Even as he thought this, the chamber exploded with echoing voices as, almost simultaneously, Jaelle and Gereint and tall Barak cried aloud in despair and pain. For a moment longer Matt Sören was silent, perspiration pouring down his craggy face; then Loren’s source, too, cried out, a deep tearing sound, and fell to the floor.

As he rushed forward with Arthur and Shalhassan to succor them, Ivor heard Loren Silvercloak murmur with numbed tonelessness, “Too far. She went too far. It is over.”

Ivor took the weeping Barak in his arms and led him to a bench set into the curving wall. He went back and did the same for Gereint. The shaman was shaking like the last leaf on a tree in an autumn wind. Ivor feared for him.
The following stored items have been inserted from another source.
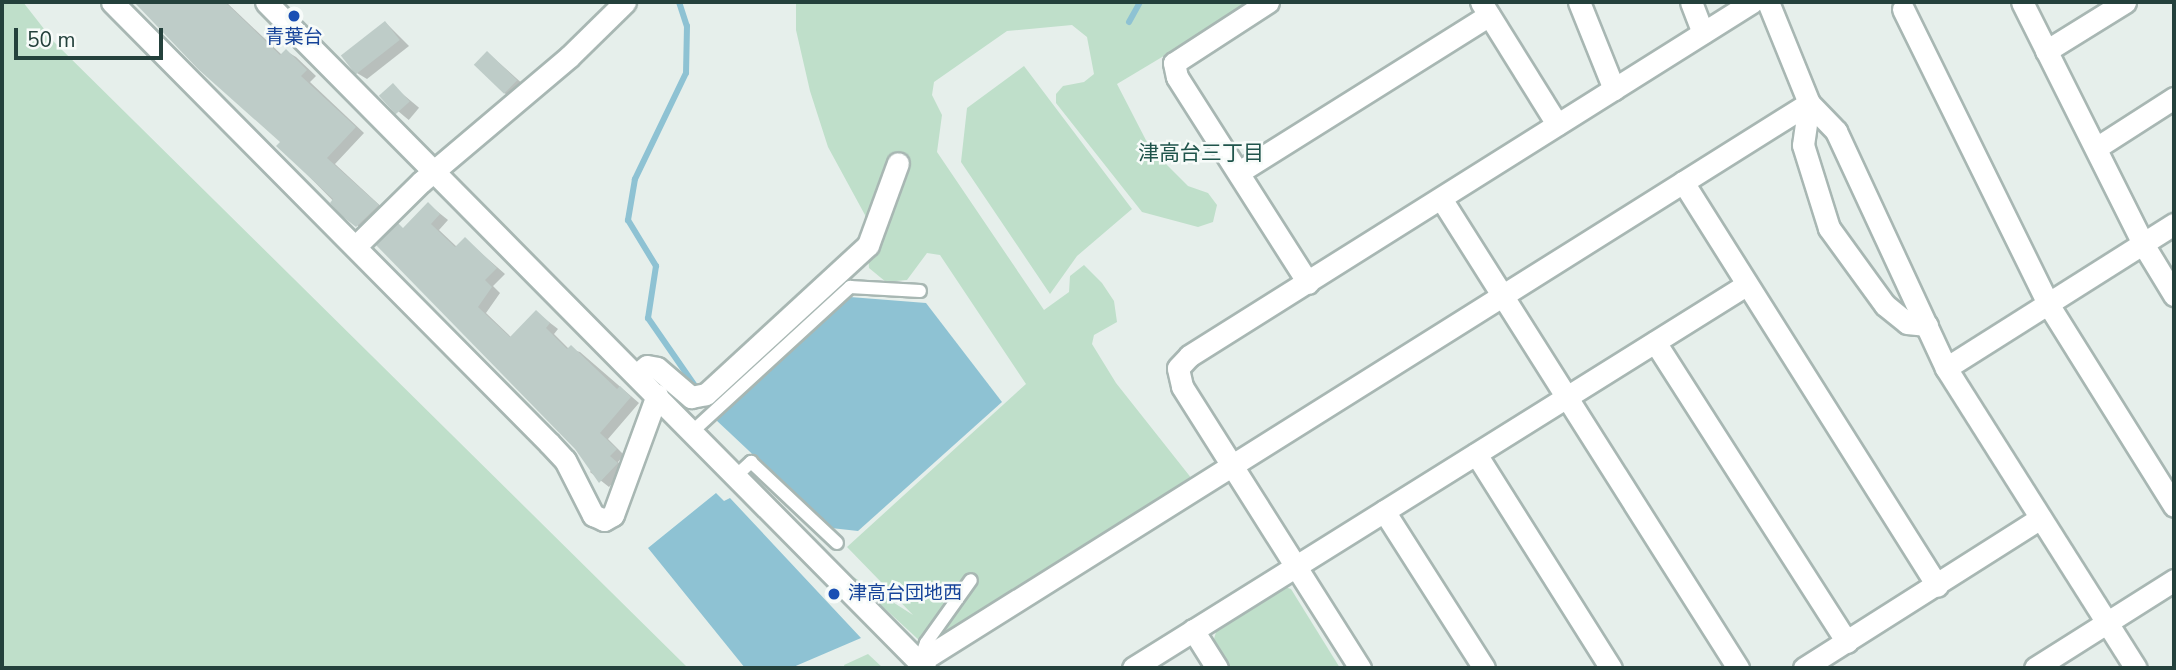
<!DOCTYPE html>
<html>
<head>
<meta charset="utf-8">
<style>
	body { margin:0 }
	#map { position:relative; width:2176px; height:670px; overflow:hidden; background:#e6efeb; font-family:"Nunito Sans","Noto Sans JP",sans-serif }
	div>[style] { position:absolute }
	.green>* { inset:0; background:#bfdfca }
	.water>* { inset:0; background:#8ec2d3 }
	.shadow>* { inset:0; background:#0003; transform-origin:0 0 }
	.stream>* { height:6px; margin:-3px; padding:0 3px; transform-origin:3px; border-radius:3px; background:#8ec2d3 }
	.building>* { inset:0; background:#beccc8; transform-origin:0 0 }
	.roads { filter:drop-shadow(2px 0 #a8b7b3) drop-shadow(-2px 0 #a8b7b3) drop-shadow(0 2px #a8b7b3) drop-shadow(0 -2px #a8b7b3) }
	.service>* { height:12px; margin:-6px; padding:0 6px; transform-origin:6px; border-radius:6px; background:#fff }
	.minor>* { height:21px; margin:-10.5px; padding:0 10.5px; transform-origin:10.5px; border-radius:10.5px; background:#fff }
	.tertiary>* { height:21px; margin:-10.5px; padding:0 10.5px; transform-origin:10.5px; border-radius:10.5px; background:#fff }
	.dots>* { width:19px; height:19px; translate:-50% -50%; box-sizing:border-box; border:4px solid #f7fbf9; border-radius:50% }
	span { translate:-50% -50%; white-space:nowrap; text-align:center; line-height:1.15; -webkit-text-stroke:5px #f7fbf9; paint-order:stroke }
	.transit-label { font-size:19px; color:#164399 }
	.left { translate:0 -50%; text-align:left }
	.neighbourhood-label { font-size:21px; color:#1f544b }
	.frame { position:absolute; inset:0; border:4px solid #24413c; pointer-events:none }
	.scale { position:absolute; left:14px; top:28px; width:149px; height:32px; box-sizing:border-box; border:4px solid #24413c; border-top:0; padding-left:9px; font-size:21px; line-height:24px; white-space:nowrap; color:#24413c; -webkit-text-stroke:5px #f7fbf9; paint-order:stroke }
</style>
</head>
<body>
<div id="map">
	<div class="green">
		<i style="clip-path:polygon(2px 2px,23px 2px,55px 43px,688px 668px,2px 668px)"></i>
		<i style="clip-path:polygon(796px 2px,1254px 2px,1117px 84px,1150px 148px,1188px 186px,1208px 193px,1217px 205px,1213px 222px,1198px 227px,1142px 212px,1056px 103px,1056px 94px,1063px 86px,1084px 82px,1094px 74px,1087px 37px,1072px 25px,1007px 31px,934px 82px,932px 95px,942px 115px,937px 152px,1044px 310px,1069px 292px,1070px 276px,1084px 265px,1102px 283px,1114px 301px,1117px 322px,1094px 335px,1092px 344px,1116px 383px,1192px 479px,936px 638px,920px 641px,844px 571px,913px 615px,847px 547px,1026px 384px,940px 255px,927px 253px,907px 280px,886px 282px,869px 268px,865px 215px,828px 147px,810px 91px,796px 30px)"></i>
		<i style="clip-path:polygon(1024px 66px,1132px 209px,1077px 256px,1050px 294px,961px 162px,967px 108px)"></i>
		<i style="clip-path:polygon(1285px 587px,1291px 589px,1340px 668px,1229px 668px,1213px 642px,1217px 629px)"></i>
		<i style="clip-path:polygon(868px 654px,883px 668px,845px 668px,844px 665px)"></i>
	</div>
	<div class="water">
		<i style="clip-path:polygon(850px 297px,926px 303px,1002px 402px,858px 531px,831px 528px,715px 419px)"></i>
		<i style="clip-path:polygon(716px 493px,724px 501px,730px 498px,861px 638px,791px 668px,745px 668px,648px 548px)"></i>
	</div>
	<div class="shadow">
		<i style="clip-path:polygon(137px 2px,226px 2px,282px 55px,286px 51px,296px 57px,316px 76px,310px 82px,364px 133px,335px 164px,387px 212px,367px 231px,358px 226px,279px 146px,282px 142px)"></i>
		<i style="clip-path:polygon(386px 23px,409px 46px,367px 79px,357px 73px)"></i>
		<i style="clip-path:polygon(488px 53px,525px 86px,513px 98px,504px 93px)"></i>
		<i style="left:393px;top:86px;width:34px;height:16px;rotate:40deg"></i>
		<i style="clip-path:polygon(428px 204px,448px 220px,439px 230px,457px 247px,465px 239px,505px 274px,493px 286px,500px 293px,486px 313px,512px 338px,536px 312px,558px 329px,554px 334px,569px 349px,580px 352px,639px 403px,608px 439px,624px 455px,618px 462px,625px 469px,609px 487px,590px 472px,594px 467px,405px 229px)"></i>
	</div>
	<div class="stream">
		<i style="left:679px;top:2px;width:25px;rotate:72deg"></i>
		<i style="left:687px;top:26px;width:47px;rotate:91.2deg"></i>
		<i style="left:686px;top:73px;width:118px;rotate:115.7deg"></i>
		<i style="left:635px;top:179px;width:42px;rotate:99.7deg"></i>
		<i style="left:628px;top:220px;width:54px;rotate:58.7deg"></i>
		<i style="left:656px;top:266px;width:53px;rotate:98.7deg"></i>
		<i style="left:648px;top:318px;width:83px;rotate:55.3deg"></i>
		<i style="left:1129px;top:22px;width:23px;rotate:-61deg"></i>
	</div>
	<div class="building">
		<i style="clip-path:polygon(134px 2px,225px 2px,280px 55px,286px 49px,307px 70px,301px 76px,356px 127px,327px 158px,379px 205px,356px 227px,342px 216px,330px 203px,333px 199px,276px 146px,280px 142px,198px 69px)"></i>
		<i style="left:385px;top:21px;width:24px;height:56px;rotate:52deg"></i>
		<i style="left:487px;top:51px;width:42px;height:19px;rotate:44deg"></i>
		<i style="left:393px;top:83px;width:25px;height:19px;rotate:48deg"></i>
		<i style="clip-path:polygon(428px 202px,440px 214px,431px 224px,455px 247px,465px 237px,497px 268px,485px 280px,492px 287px,478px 307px,510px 337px,536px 310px,550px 323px,546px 328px,567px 349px,571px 345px,617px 389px,620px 386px,631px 397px,600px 433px,617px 449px,610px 456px,618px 463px,599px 483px,575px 449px,376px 245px,398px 223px,403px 228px)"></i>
	</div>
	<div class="roads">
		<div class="service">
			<i style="left:694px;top:430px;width:212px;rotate:-42.5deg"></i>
			<i style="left:850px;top:287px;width:70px;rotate:3.3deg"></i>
			<i style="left:736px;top:476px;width:21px;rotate:-43deg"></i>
			<i style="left:751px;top:462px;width:118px;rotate:43.3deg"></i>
			<i style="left:919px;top:662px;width:20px;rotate:-70deg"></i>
			<i style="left:926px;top:643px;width:77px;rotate:-54.5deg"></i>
		</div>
		<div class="minor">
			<i style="left:112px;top:2px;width:621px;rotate:45.26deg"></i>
			<i style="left:549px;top:443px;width:23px;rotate:47deg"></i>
			<i style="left:565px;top:460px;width:62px;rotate:63deg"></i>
			<i style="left:593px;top:515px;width:12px;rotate:24deg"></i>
			<i style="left:604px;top:520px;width:10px;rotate:-29deg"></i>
			<i style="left:613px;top:515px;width:128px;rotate:-69.9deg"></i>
			<i style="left:1268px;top:2px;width:112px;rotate:147deg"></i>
			<i style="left:1174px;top:63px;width:14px;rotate:78deg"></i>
			<i style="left:1177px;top:77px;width:244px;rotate:57.5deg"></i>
			<i style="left:1481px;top:2px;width:144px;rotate:58.1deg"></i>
			<i style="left:1579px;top:2px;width:94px;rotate:68.1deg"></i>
			<i style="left:1691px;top:2px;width:33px;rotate:69deg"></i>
			<i style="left:1768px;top:2px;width:109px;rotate:67.9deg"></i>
			<i style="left:1809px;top:103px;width:39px;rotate:46deg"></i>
			<i style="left:1836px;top:131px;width:261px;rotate:65.1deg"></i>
			<i style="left:1946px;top:368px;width:355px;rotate:57.7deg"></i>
			<i style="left:2022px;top:2px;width:271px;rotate:63.4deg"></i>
			<i style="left:2143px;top:244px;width:60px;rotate:58.7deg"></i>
			<i style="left:1903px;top:9px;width:329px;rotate:63.8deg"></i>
			<i style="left:2048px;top:304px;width:238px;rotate:58deg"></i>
			<i style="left:2046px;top:51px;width:93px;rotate:-31.8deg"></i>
			<i style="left:1809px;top:103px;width:42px;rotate:98.1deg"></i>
			<i style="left:1803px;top:145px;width:87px;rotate:72.6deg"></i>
			<i style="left:1829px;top:228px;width:95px;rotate:54deg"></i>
			<i style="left:1885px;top:305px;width:28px;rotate:39deg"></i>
			<i style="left:1907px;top:323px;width:20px;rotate:6deg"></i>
			<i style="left:2096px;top:148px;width:93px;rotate:-32.7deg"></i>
			<i style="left:1239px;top:172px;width:295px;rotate:-32.1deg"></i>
			<i style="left:1683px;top:182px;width:477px;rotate:57.8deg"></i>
			<i style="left:1442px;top:200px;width:554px;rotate:57.69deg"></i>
			<i style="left:356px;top:246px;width:91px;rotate:-44.6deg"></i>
			<i style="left:421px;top:182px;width:195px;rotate:-40.2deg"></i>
			<i style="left:570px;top:56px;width:77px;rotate:-44.5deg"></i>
			<i style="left:1655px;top:342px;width:356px;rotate:57.4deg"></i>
			<i style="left:1946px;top:368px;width:270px;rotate:-32.3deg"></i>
			<i style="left:636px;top:375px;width:14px;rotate:-39deg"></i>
			<i style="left:647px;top:366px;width:10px;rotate:11deg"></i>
			<i style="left:657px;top:368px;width:45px;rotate:40.5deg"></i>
			<i style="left:691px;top:397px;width:15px;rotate:-11deg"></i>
			<i style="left:706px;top:394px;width:220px;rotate:-42.6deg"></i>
			<i style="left:868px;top:245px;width:87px;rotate:-69.9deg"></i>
			<i style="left:1476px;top:454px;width:253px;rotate:57.8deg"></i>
			<i style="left:1384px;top:511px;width:186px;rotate:57.5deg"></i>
			<i style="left:1193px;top:630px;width:45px;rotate:57.7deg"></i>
			<i style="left:919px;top:662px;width:1051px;rotate:-32.13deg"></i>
			<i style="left:1133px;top:668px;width:723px;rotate:-32deg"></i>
			<i style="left:1360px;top:668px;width:333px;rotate:-122.3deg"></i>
			<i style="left:1182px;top:386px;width:18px;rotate:-103deg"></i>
			<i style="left:1178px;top:368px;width:16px;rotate:-47deg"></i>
			<i style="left:1189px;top:356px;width:665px;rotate:-32.16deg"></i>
			<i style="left:1804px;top:668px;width:278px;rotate:-32.4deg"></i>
		</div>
		<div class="tertiary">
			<i style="left:266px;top:2px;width:937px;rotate:45.3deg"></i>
			<i style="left:2035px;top:668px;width:165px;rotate:-32.3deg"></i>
		</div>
	</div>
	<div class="dots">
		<i style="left:294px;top:16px;background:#1a4fb4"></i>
		<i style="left:834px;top:594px;background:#1a4fb4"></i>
	</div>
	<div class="transit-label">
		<span style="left:294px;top:38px">青葉台</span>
		<span class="left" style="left:848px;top:594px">津高台団地西</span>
	</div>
	<div class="neighbourhood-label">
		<span style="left:1201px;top:153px">津高台三丁目</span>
	</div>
	<div class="frame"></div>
	<div class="scale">50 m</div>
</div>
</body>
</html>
Aileron the High King had not moved. Nor had he taken his gaze from Kim. The light was still blazing and she was still on her feet. Ivor glanced at her face and then quickly away: her mouth was wide open in a soundless, endless screaming. She looked as if she were being burned alive.
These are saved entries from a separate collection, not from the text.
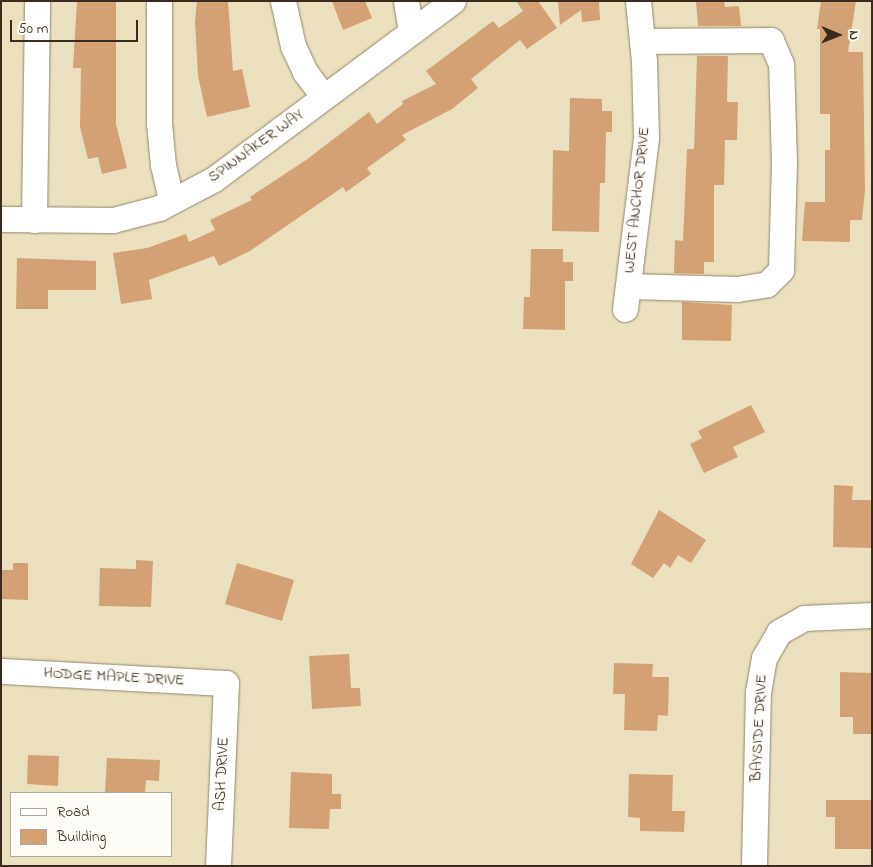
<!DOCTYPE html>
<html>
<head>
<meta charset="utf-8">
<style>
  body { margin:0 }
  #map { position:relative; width:873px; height:867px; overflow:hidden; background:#eae0bd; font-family:"Indie Flower",sans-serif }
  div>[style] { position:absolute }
  .building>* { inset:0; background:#d4a175 }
  .roads { filter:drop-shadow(0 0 1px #92856e) drop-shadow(0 0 1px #92856e) }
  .minor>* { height:25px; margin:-12.5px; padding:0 12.5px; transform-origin:12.5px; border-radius:12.5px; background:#fff }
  span { translate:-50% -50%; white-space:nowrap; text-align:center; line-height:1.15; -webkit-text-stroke:4px #fdfcf7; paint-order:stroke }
  .street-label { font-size:16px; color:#3b2a1e }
  .frame { position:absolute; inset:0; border:2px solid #3b2a1e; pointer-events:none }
  .legend { position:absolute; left:10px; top:792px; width:162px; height:65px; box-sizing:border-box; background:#fdfcf7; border:1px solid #afa8a0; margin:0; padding:6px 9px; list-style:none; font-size:15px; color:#3b2a1e }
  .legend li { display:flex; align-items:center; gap:10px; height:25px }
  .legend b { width:25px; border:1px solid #afa8a0 }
  .north { position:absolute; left:813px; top:10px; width:50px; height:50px; -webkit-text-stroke:4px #fdfcf7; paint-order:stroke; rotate:91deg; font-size:14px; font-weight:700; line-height:20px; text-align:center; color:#3b2a1e }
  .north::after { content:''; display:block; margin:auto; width:18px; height:22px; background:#3b2a1e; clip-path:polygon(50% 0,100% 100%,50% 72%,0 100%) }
  .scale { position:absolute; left:10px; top:20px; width:128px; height:22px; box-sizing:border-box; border:2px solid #3b2a1e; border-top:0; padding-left:6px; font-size:15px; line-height:18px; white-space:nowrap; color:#3b2a1e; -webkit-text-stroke:4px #fdfcf7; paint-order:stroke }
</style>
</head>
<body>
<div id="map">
  <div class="building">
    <div style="clip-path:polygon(77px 1px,116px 1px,116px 124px,127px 168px,102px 174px,98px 157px,88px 159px,80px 127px,81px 68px,73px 68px)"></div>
    <div style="clip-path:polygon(197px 1px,228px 1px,233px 71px,242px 69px,250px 107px,207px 117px,198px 76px,195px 21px)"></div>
    <div style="clip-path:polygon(332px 1px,365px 1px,372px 18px,343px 30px)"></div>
    <div style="clip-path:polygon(516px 1px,538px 1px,557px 28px,527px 49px,520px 40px,471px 79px,478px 88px,452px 109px,402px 135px,406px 140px,367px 168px,371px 174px,346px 192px,343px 187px,250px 251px,219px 266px,214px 256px,149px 280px,152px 299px,121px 304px,113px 253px,147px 248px,186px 234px,189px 242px,215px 230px,210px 220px,252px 200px,250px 197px,306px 160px,369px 112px,377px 124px,403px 104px,402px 101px,436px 84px,426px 71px,493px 21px,499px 28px,523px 11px)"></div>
    <div style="clip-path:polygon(558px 1px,599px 1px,600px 20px,582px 22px,581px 10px,560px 25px)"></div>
    <div style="clip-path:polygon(696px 1px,724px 1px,725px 7px,739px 6px,741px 26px,698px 26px)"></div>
    <div style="clip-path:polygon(821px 1px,856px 1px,848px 52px,863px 52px,865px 190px,862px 220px,850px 220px,850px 242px,802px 241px,805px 202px,825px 202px,825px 150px,830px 150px,830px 114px,820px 114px,820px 29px,817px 29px)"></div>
    <div style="clip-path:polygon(697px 56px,728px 56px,727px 102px,738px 102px,737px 140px,725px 140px,724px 185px,714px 185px,714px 262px,704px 262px,704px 274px,674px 273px,675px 240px,683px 241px,687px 149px,694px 149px)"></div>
    <div style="clip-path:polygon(570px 98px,602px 99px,602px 111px,612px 111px,612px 132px,606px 132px,605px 183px,600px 183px,599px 232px,552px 231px,553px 150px,569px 151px)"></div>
    <div style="clip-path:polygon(531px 249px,563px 249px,563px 262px,573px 262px,573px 281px,565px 281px,565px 330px,523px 329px,524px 297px,530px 297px)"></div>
    <div style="clip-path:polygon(17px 258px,96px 261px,96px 290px,48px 290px,48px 309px,16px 309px)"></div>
    <div style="clip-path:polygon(682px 302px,732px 305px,731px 341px,682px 340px)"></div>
    <div style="clip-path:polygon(751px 405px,765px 432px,733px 447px,738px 457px,704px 473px,690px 444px,702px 438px,698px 431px)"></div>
    <div style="clip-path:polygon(834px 485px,853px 486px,852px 500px,872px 500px,872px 548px,833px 547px)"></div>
    <div style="clip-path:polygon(659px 510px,706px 540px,691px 563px,678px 555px,670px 568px,664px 563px,653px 578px,631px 564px)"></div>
    <div style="clip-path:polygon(136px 560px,153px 561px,151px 607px,99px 606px,100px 568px,136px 569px)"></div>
    <div style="clip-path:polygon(13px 563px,28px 563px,28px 600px,1px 599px,1px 570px,13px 570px)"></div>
    <div style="clip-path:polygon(237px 563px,294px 580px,282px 621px,225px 604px)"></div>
    <div style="clip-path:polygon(349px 654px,351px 688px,360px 688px,361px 706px,312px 709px,309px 656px)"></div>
    <div style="clip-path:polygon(614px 663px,653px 664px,652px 677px,669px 677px,668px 716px,658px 715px,657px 731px,624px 730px,625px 694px,613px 694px)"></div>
    <div style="clip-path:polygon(840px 672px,872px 673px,872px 734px,853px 734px,853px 717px,840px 717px)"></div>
    <div style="clip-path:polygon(28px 755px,59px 756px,58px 786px,27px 784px)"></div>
    <div style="clip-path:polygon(107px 758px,160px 760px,159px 781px,146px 780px,145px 793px,105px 793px)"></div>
    <div style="clip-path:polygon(291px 772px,332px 774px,332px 794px,341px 794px,341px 809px,330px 809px,329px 829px,289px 828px)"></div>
    <div style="clip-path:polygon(629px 774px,673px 775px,672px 811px,685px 811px,684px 832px,640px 831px,640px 818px,628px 817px)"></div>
    <div style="clip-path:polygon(826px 800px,872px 800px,872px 849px,835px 849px,835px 817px,826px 817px)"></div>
  </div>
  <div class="roads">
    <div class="minor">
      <div style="left:159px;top:1px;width:122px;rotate:90deg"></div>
      <div style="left:159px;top:123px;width:42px;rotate:84.6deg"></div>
      <div style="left:163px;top:165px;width:37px;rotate:77deg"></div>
      <div style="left:283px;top:1px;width:46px;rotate:77.5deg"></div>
      <div style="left:293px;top:46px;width:29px;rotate:65deg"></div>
      <div style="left:305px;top:72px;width:31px;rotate:53deg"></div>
      <div style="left:406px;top:1px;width:30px;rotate:81deg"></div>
      <div style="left:1px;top:219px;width:112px;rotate:0.5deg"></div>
      <div style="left:113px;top:220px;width:48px;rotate:-14.6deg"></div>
      <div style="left:159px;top:208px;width:62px;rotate:-27.8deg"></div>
      <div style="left:214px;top:179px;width:298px;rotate:-36.7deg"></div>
      <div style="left:34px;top:220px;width:219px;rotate:-89.2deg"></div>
      <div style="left:628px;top:286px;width:109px;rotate:1.6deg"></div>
      <div style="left:737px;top:289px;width:30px;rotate:-9deg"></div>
      <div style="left:767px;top:284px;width:20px;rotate:-45deg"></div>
      <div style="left:781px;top:270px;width:107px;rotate:-88.4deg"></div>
      <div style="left:784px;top:163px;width:99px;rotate:-91.7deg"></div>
      <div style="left:781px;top:64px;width:26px;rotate:-113deg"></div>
      <div style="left:771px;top:40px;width:129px;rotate:179.6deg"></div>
      <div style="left:625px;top:309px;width:172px;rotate:-83deg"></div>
      <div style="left:646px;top:138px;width:77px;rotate:-91.5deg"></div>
      <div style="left:644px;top:61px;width:60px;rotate:-95.7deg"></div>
      <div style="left:1px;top:671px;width:225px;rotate:3.1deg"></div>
      <div style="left:226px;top:683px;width:183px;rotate:92.5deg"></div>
      <div style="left:754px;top:866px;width:174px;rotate:-88.7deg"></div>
      <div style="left:758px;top:692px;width:35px;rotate:-80deg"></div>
      <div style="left:764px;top:658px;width:30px;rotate:-60deg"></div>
      <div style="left:779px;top:632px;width:29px;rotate:-29deg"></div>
      <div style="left:804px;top:618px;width:68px;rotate:-2.5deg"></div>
    </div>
  </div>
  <div class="street-label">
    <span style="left:256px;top:146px;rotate:-36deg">SPINNAKER WAY</span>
    <span style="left:637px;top:200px;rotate:-84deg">WEST ANCHOR DRIVE</span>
    <span style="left:114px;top:677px;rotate:3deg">HODGE MAPLE DRIVE</span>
    <span style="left:759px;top:728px;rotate:-87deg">BAYSIDE DRIVE</span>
    <span style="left:222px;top:774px;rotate:-87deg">ASH DRIVE</span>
  </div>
  <div class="frame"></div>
  <ul class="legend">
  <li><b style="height:6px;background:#fff"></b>Road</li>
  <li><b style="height:14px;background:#d4a175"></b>Building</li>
  </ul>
  <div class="north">N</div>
  <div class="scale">50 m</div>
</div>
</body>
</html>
He went back to Gereint, who was breathing in desperate gasps, his wizened face grey, even in the red light. And then, as Ivor knelt beside his shaman, that light exploded anew, so wildly it made the glow from before seem dim. Power pulsed like an unleashed presence all around them. It seemed to Ivor that the Temple shook.

He heard Aileron cry, “
There is an image!
Look!”

Ivor tried. He turned in time to see the Seer fall, in time to see a blurred shaping in the air beside her, but the light was too red, too bright. He was blinded by it, burned. He could not see.

And then it was dark.

Or it seemed that way. There were still torches on the walls, candles burning on the altar stone, but after the crazed illumination of the Baelrath, still raging in his mind’s eye, Ivor felt surrounded by darkness. A sense of failure overwhelmed him. Something had happened; somehow, even without the mages, Kim had sent an image back and now she was lying on the floor with the High King standing over her, and Ivor had no idea what she had sent to them with what looked to have been the last effort of her soul. He couldn’t see if she was breathing. There was very little he could see.